Boosting the sector's GDP share from the 17-18 per cent of the past couple of years to about 20 per cent in the future will require manufacturers to start focusing less on mass production and more on technology that can help them become intellectual property (IP) owners instead, they add.
That could mean moving more workers away from the factory floor into research and development (R&D) labs that will build and integrate the technology needed to help the sector start making products that are customised for each buyer but also priced competitively.
The sector made up about 17-18 per cent of GDP in 2016, according to economists. The CFE said in its Feb 9 report that manufacturing accounted for 14 per cent of total employment here.

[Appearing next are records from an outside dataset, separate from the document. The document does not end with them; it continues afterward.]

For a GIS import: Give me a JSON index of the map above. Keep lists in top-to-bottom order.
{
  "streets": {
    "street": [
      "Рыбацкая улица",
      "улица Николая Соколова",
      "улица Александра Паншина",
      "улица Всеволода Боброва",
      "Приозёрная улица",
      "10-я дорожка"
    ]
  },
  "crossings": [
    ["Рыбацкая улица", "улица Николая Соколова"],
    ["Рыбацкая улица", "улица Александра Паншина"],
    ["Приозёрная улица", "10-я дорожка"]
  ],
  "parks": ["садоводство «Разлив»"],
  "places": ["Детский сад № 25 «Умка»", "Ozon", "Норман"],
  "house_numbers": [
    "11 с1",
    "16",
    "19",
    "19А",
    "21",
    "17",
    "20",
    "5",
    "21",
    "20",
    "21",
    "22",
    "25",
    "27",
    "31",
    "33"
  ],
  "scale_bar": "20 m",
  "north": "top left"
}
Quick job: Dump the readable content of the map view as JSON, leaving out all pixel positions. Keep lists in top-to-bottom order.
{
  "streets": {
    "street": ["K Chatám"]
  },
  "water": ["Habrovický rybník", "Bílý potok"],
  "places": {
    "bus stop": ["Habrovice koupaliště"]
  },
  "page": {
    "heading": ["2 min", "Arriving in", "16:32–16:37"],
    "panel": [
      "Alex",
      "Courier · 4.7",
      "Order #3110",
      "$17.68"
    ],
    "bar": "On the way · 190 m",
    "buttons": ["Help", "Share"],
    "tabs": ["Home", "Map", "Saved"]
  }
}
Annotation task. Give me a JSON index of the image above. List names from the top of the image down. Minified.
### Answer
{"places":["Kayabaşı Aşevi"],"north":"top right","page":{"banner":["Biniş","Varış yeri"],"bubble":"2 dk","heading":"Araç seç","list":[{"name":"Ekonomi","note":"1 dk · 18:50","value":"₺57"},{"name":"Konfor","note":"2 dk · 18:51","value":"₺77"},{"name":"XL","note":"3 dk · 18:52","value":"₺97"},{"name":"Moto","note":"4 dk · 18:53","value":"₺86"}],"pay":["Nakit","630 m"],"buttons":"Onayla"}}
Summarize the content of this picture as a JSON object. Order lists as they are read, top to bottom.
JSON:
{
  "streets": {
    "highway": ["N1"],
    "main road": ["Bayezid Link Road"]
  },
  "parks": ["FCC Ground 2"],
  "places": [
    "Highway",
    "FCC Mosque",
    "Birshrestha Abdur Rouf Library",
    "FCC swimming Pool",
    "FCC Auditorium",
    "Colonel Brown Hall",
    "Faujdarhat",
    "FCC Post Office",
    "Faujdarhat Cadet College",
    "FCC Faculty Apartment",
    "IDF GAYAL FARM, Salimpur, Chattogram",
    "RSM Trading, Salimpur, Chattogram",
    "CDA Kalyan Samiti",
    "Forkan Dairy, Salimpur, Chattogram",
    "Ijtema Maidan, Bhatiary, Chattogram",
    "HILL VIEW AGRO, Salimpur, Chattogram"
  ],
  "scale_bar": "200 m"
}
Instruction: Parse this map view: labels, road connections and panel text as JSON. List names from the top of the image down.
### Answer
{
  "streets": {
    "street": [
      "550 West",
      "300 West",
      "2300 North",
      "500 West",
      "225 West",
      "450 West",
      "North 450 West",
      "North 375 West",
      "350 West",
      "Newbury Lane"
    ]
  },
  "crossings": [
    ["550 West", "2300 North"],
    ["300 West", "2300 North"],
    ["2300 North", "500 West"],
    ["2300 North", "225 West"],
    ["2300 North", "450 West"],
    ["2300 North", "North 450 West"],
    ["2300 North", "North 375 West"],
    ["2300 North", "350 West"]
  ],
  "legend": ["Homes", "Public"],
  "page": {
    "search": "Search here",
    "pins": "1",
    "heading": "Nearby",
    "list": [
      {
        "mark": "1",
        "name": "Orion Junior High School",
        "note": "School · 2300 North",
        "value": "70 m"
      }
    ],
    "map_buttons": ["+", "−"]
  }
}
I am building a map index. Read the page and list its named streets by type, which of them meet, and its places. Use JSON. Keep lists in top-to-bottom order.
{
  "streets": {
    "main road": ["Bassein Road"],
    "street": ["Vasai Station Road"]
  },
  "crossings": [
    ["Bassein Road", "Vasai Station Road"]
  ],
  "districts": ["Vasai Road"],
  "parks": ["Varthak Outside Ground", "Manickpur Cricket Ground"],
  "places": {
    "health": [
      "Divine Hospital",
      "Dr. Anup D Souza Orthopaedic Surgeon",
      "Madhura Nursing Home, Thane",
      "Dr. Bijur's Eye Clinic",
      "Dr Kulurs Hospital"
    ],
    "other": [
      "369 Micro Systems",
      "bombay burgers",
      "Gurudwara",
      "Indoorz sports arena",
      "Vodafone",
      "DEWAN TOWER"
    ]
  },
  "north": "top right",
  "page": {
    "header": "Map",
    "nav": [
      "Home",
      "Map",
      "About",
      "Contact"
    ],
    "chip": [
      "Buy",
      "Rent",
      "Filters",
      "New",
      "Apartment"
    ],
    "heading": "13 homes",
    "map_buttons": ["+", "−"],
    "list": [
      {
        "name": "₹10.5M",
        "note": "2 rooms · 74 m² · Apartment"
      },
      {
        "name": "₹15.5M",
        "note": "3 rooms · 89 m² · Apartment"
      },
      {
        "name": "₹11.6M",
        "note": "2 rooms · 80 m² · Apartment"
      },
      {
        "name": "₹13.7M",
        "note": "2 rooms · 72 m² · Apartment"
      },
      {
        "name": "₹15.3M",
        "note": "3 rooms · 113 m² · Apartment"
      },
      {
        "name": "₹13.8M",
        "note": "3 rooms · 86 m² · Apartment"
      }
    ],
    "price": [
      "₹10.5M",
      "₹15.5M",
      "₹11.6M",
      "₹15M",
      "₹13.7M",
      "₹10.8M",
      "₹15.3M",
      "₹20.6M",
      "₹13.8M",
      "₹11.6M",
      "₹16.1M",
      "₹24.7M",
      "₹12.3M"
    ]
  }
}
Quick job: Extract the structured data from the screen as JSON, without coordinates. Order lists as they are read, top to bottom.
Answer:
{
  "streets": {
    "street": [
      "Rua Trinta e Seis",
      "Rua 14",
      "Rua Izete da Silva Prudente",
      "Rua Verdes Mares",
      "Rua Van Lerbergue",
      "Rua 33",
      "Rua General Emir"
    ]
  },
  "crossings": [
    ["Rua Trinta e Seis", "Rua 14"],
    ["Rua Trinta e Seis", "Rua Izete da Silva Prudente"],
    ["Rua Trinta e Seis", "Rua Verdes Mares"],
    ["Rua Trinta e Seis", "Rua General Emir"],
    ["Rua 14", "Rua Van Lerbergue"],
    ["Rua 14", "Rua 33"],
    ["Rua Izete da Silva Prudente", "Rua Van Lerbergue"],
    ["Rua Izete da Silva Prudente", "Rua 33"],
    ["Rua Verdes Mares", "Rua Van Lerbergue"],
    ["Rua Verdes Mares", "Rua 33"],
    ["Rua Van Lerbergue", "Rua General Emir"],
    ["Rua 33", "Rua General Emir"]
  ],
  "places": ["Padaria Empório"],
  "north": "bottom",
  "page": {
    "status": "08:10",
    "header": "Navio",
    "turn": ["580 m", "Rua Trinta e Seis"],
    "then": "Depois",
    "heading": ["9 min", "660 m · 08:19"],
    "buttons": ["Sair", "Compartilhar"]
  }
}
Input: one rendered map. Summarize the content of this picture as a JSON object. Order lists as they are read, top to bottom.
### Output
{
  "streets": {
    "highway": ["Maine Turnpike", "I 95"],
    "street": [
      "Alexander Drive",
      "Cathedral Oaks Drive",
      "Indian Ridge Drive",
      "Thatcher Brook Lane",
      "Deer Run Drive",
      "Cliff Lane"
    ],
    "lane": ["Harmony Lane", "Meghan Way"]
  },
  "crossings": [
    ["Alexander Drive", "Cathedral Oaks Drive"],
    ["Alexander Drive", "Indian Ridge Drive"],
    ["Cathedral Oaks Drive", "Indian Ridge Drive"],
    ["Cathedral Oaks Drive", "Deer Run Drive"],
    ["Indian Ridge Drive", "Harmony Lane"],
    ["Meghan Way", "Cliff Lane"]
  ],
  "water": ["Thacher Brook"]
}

Economists say that getting to "around 20 per cent" could be challenging due to weak external economic growth combined with domestic factors such as a manpower crunch, rising wages and higher industrial rents.
"It's both cyclical and structural . . . the two years of decline in the offshore and marine sector contributed to the decline too," says UOB economist Francis Tan, referring to the sector's GDP share. "It will be at 17-18 per cent for some years . . . I think it will even drop to 15 per cent soon."
Credit Suisse's Michael Wan says he expects the sector's GDP share to continue hovering around 17-18 per cent, adding that global trade remains weak.
To get to around 20 per cent, Mr Tan suggests more incentives to get manufacturers to adopt state-of-the-art technology and move upstream into R&D and design, while Mr Wan says Singapore can no longer rely on attracting multinational corporations and must start to develop homegrown companies.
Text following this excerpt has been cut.